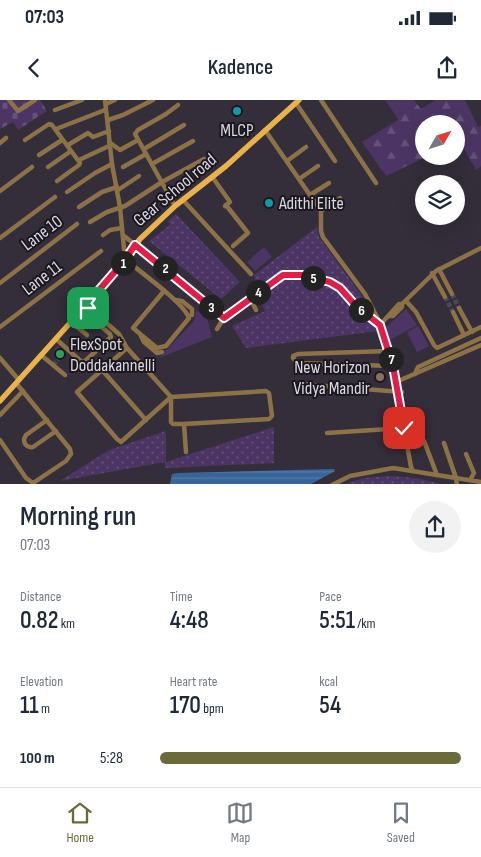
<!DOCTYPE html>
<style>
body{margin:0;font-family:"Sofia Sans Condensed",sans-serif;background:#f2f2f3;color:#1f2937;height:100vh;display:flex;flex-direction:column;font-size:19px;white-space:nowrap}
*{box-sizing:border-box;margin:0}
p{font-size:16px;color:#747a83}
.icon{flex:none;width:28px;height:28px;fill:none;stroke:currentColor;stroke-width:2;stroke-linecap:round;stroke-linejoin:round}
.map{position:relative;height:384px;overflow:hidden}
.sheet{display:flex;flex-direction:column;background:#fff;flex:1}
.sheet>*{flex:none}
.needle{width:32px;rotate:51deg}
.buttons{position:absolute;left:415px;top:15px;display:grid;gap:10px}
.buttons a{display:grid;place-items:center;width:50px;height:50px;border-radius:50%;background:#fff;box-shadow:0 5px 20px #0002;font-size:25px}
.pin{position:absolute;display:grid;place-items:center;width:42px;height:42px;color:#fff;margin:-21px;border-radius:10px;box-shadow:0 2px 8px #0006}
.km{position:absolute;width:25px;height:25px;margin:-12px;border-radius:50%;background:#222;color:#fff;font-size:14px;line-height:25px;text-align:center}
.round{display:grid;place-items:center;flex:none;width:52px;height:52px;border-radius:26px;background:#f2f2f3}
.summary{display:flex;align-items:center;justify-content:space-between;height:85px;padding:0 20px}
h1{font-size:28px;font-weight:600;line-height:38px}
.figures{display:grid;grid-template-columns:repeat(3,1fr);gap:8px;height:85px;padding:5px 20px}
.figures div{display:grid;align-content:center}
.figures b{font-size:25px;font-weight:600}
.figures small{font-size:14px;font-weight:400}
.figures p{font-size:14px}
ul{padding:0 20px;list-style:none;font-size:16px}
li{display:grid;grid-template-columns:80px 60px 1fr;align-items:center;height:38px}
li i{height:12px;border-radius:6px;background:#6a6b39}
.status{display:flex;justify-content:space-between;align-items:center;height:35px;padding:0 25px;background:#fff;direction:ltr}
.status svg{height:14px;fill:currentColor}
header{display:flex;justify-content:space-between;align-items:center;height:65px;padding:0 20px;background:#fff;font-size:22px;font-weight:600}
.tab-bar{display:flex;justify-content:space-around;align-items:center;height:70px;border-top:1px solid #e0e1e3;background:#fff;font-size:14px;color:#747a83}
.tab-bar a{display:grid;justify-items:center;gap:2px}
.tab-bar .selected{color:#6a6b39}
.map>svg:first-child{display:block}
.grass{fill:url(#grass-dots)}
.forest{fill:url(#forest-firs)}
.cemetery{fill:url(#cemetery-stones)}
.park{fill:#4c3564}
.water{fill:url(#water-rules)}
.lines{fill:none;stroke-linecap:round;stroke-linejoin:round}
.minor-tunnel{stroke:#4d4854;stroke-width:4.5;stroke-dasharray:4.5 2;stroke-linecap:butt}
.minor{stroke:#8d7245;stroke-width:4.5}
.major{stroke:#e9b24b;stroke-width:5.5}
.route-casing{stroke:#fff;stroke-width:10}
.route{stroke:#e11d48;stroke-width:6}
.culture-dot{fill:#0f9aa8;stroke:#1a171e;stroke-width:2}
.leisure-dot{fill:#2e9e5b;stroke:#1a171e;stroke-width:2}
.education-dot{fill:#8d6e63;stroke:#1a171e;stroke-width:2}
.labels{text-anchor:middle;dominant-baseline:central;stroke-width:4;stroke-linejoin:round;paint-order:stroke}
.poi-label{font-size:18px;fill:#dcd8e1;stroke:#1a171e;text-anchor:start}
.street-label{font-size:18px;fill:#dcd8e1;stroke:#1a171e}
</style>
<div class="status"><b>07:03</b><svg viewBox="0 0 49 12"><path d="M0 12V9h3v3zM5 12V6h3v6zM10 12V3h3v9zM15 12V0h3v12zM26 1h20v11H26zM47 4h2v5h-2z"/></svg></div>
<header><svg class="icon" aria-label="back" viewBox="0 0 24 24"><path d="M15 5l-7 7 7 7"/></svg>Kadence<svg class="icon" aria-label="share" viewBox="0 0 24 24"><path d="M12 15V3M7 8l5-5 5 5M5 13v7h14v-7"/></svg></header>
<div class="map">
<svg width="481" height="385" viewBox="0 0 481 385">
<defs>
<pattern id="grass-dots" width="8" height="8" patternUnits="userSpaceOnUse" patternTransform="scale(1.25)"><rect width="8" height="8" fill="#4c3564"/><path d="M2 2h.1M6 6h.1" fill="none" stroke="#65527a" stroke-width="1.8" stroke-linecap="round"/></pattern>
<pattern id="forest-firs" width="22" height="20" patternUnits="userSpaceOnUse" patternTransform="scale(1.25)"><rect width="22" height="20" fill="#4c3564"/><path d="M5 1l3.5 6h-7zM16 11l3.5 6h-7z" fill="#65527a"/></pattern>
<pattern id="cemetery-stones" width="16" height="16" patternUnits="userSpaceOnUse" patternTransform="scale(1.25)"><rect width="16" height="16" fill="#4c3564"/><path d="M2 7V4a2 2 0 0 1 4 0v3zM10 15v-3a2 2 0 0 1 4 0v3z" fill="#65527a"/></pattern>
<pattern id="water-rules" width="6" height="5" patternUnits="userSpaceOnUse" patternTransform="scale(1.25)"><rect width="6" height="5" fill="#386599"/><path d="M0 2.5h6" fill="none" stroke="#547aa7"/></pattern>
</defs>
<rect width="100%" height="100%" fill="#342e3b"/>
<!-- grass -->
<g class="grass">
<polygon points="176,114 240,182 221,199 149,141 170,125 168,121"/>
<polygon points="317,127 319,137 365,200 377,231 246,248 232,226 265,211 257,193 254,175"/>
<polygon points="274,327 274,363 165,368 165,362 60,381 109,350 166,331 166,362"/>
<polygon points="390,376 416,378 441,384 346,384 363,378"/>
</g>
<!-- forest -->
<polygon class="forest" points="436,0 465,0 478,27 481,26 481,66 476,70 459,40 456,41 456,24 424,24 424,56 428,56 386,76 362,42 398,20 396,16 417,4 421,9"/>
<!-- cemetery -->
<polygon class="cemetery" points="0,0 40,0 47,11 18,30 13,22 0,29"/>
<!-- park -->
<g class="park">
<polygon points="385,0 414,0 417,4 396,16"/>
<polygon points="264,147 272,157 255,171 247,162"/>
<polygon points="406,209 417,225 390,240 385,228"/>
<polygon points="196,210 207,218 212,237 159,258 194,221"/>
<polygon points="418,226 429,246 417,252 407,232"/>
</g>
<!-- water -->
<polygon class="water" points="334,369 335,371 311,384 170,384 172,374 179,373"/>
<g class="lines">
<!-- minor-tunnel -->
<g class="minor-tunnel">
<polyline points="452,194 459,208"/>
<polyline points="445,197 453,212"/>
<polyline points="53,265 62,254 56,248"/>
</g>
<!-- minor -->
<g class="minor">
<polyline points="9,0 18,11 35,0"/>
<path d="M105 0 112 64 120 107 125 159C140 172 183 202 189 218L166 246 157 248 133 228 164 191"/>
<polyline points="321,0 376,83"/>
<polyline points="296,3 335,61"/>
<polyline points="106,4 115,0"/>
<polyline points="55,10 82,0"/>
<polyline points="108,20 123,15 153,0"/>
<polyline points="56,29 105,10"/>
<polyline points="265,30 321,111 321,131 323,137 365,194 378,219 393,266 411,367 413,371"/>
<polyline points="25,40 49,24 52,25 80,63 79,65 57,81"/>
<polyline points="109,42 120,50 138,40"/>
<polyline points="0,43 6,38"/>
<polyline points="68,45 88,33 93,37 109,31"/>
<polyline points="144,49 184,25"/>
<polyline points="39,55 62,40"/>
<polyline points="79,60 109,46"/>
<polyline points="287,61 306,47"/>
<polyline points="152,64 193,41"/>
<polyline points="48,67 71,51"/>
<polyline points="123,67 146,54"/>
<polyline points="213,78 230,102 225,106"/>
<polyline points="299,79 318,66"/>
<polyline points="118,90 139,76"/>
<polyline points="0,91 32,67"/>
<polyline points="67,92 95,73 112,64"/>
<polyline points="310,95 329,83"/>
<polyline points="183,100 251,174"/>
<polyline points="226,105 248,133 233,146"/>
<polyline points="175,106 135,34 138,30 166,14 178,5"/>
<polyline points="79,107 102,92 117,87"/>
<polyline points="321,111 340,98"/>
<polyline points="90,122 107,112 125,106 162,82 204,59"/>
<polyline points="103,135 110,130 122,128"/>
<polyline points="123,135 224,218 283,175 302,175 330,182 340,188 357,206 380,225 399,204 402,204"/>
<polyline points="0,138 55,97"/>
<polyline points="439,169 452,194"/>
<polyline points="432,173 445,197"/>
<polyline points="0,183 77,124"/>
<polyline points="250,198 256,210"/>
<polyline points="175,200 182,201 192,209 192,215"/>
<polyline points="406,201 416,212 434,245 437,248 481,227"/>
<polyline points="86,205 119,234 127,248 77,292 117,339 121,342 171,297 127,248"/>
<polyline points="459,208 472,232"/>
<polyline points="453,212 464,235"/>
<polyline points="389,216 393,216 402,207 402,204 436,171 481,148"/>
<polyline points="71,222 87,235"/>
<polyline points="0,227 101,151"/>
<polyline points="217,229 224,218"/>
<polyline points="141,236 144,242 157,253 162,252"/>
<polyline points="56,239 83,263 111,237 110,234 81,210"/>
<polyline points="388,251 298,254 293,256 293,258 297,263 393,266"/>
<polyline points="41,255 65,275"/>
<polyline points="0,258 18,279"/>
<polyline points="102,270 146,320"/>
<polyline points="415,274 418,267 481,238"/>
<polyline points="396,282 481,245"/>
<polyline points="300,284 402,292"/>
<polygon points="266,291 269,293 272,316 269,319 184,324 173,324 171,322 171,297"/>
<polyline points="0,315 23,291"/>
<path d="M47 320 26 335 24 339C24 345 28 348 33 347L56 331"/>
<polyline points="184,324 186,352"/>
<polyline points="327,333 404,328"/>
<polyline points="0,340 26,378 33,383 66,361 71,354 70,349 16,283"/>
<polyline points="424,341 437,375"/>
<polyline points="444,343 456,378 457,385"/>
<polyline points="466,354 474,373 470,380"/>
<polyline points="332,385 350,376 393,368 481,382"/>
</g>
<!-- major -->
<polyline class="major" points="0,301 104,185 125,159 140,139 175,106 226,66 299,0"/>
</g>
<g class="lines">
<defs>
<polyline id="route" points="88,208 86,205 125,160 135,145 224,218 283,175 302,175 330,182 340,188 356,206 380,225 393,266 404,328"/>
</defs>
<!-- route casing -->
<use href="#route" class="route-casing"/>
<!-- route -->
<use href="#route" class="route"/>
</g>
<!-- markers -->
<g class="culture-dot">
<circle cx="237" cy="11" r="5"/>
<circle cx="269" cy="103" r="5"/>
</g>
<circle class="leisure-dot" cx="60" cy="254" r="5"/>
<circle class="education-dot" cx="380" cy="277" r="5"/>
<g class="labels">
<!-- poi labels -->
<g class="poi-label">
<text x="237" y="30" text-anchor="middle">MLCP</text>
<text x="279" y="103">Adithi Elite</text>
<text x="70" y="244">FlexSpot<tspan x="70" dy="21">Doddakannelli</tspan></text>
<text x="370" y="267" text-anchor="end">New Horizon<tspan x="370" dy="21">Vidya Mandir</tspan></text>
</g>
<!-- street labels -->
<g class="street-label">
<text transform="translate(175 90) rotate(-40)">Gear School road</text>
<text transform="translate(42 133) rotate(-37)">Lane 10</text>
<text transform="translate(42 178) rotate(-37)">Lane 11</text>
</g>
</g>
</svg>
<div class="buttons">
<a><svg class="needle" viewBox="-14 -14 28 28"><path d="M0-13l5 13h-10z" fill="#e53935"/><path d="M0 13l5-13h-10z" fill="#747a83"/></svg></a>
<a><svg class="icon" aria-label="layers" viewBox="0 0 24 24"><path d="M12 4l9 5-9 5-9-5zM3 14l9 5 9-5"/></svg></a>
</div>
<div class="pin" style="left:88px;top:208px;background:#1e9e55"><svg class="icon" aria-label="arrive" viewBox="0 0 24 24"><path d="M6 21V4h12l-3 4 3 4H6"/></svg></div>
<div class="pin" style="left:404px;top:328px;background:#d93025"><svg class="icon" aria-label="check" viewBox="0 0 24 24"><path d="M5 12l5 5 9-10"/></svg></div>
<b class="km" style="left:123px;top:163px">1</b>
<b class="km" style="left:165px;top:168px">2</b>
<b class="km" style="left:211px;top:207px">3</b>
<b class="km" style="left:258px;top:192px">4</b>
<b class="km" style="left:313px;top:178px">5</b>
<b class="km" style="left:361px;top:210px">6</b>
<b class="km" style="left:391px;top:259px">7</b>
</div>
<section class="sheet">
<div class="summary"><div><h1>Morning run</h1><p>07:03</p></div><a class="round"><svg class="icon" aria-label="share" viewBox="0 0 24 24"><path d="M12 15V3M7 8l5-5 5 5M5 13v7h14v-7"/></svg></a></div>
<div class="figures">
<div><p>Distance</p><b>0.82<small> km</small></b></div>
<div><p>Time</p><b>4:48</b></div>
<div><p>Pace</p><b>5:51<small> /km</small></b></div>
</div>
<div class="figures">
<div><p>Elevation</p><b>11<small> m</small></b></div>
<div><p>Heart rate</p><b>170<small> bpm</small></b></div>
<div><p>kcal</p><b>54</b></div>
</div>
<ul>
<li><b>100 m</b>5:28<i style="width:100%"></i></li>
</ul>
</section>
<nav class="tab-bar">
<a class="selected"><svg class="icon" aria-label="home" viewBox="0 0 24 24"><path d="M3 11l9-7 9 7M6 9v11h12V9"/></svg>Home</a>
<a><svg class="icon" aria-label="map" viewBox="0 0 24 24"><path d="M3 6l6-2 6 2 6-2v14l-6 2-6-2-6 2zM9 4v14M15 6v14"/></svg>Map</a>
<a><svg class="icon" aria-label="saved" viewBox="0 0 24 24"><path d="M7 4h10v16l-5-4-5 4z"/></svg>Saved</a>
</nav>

•••

Within the lines above, find those holding the word "share" and copy them.

▶ **Answer below**
<header><svg class="icon" aria-label="back" viewBox="0 0 24 24"><path d="M15 5l-7 7 7 7"/></svg>Kadence<svg class="icon" aria-label="share" viewBox="0 0 24 24"><path d="M12 15V3M7 8l5-5 5 5M5 13v7h14v-7"/></svg></header>
<div class="summary"><div><h1>Morning run</h1><p>07:03</p></div><a class="round"><svg class="icon" aria-label="share" viewBox="0 0 24 24"><path d="M12 15V3M7 8l5-5 5 5M5 13v7h14v-7"/></svg></a></div>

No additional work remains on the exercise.